Remote desktop faster than Local
I happened to have two IBM WinXP laptops on my desktop tonight as I was installing the NX client on one of these machine before my brother goes to China at the end of the week.
Anyway, I had a remote NX desktop running on his machine to my colo Xen machine about 256kbps (50ms) DSL away and on mine I had the local NX desktop which I’ve been using as a test install for the past two weeks. Compression was set at modem speeds for the remote and LAN speeds for the local desktops. I decided I need a test to show off NX off to him and figured a quick look at my gallery would be good. And it was. It surprised even myself.
The remote desktop loaded this page faster than the local desktop. There was a definitely noticeable difference in page display speed in Firefox. The quality of the remote desktop on the two screens was hardily different. The thumbnails on the remote were slightly blurry, but not by much.

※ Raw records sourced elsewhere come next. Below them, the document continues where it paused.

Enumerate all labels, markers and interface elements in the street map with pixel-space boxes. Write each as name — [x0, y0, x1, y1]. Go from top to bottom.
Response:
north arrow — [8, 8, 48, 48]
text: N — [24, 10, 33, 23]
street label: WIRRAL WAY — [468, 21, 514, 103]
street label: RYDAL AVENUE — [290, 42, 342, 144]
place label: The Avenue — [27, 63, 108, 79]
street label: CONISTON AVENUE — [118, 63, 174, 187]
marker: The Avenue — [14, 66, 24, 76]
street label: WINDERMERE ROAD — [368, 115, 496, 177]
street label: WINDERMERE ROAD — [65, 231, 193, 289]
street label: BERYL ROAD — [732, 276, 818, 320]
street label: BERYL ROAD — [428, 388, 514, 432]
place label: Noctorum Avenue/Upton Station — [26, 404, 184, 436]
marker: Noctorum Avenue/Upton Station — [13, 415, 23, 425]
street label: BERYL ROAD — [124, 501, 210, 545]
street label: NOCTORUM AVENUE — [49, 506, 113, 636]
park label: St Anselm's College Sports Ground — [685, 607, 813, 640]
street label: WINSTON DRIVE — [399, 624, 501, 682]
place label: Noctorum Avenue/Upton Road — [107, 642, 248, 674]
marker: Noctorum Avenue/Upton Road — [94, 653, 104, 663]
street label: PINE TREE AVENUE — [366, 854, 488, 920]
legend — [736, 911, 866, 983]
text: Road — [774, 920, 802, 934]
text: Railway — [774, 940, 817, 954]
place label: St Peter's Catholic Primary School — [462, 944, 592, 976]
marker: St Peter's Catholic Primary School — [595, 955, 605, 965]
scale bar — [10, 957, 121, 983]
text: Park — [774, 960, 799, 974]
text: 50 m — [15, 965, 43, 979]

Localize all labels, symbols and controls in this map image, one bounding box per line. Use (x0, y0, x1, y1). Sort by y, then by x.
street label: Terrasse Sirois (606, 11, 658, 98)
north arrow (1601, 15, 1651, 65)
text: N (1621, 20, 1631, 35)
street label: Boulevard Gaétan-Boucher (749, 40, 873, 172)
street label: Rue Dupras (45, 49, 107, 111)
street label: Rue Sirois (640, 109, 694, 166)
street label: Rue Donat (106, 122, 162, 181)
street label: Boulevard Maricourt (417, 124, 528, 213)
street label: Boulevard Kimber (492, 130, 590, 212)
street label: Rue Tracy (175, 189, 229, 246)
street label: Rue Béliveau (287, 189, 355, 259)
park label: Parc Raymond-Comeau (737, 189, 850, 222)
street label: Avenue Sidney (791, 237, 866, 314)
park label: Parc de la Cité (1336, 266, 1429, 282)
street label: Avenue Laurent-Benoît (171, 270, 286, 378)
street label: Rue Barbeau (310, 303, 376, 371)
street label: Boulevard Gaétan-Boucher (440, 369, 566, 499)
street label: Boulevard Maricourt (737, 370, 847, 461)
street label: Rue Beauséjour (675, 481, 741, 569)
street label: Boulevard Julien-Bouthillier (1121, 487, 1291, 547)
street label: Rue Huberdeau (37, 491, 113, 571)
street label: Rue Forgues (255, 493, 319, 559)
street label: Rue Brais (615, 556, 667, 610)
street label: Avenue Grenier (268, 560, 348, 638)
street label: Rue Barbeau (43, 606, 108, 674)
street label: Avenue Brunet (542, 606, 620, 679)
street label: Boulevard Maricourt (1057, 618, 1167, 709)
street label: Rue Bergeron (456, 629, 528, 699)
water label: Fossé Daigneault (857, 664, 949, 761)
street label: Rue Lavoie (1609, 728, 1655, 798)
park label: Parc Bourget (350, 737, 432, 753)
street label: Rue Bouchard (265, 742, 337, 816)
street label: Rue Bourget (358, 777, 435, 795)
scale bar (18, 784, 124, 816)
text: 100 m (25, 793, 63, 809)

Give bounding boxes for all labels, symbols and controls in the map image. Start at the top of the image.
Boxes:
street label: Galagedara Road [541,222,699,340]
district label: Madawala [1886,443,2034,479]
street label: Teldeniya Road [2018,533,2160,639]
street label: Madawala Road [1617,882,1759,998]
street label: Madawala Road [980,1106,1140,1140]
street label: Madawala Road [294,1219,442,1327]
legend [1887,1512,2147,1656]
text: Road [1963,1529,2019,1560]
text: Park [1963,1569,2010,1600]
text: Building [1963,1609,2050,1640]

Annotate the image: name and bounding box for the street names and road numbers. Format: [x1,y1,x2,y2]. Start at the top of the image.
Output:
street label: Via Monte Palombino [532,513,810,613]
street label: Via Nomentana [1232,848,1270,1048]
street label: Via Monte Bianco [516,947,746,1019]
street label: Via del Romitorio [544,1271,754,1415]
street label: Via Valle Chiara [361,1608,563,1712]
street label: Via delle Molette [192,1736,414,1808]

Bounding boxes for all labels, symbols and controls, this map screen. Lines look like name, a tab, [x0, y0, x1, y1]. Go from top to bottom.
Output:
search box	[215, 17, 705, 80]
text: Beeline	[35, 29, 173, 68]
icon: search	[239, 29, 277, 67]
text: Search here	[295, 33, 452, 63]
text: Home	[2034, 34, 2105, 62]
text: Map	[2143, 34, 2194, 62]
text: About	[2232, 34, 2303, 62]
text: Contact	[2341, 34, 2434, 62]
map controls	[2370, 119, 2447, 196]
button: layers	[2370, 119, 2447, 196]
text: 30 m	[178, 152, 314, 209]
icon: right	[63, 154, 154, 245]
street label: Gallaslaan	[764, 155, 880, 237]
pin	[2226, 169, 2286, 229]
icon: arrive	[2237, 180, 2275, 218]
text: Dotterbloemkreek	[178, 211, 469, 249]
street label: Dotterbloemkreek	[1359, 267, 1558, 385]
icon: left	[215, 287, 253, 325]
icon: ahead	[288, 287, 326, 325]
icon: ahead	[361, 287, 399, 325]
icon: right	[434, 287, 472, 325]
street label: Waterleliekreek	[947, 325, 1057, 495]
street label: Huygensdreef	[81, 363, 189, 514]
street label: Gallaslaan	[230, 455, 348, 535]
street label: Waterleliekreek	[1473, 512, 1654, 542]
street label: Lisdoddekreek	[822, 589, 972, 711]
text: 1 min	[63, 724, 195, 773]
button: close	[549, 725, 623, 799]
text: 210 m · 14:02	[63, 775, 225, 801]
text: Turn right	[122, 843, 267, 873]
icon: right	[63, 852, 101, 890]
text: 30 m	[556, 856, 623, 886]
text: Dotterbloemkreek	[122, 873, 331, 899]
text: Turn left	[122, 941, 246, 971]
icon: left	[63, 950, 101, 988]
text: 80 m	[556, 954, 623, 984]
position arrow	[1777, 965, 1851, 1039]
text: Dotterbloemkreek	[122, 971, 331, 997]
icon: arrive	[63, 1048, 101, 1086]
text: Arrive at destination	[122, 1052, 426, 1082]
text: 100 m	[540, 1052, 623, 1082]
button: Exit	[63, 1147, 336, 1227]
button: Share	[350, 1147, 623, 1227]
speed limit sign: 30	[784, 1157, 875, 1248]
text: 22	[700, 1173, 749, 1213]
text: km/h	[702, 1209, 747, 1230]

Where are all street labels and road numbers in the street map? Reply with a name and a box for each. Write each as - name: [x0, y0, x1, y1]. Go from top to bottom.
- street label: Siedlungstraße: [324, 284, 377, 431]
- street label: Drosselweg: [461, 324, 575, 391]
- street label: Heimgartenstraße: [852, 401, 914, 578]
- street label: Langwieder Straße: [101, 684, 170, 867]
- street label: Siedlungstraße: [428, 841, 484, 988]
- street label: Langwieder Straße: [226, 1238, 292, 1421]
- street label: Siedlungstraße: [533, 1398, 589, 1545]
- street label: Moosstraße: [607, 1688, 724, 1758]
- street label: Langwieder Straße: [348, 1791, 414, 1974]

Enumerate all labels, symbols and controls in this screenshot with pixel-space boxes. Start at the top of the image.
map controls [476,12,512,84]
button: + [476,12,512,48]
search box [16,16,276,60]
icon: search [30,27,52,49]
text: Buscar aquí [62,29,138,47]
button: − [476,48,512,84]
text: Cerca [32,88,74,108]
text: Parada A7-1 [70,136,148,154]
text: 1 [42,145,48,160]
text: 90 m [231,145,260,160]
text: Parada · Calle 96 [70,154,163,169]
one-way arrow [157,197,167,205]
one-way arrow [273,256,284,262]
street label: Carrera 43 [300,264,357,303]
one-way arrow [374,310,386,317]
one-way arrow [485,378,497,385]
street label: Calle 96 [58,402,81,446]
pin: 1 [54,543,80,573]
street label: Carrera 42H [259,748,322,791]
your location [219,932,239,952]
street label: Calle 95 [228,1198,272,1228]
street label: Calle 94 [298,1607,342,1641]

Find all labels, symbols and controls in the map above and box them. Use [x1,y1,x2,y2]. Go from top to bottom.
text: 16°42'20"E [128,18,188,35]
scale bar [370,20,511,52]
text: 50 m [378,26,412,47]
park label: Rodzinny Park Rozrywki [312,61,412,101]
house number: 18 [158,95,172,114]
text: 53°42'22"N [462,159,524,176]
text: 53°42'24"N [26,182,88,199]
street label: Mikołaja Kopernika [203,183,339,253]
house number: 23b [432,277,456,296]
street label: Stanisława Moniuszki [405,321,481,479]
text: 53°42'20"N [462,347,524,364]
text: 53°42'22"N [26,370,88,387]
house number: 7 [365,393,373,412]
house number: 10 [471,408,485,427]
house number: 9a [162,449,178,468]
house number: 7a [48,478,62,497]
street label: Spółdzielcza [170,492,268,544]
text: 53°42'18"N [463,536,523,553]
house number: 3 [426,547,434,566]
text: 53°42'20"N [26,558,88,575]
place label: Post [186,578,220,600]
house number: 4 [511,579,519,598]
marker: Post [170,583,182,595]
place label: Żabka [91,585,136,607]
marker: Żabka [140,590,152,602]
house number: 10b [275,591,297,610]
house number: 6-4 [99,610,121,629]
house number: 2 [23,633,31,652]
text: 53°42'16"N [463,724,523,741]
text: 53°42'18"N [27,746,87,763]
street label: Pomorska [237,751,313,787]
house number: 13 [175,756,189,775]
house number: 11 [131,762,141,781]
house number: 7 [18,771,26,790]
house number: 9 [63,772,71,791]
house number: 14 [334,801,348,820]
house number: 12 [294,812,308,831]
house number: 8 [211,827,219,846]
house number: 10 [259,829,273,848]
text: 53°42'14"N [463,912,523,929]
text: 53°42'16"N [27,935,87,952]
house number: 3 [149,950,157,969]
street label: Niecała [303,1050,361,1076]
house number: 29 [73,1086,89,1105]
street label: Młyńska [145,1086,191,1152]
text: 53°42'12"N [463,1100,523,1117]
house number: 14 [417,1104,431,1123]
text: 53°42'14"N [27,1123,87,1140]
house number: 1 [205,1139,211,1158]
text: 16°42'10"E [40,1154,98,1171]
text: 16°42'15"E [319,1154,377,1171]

The remote machine is sitting next (Xen-wise) to the gallery web server and obviously my local desktop load the thumbnails over the DSL link. So this is a certain testament to NX’s performance given that same page and images were rendered and presented faster from the remote location.
Richard Parry Said,
July 21, 2005 @ 3:03 pm
The question has to be, what’s the overhead (CPU wise) on these transactions? In a small environment it may make sense to use this sort of technology – but if you could convince poeple that it was faster in a huge multi-user-per-machine environment it’d be the shizzle.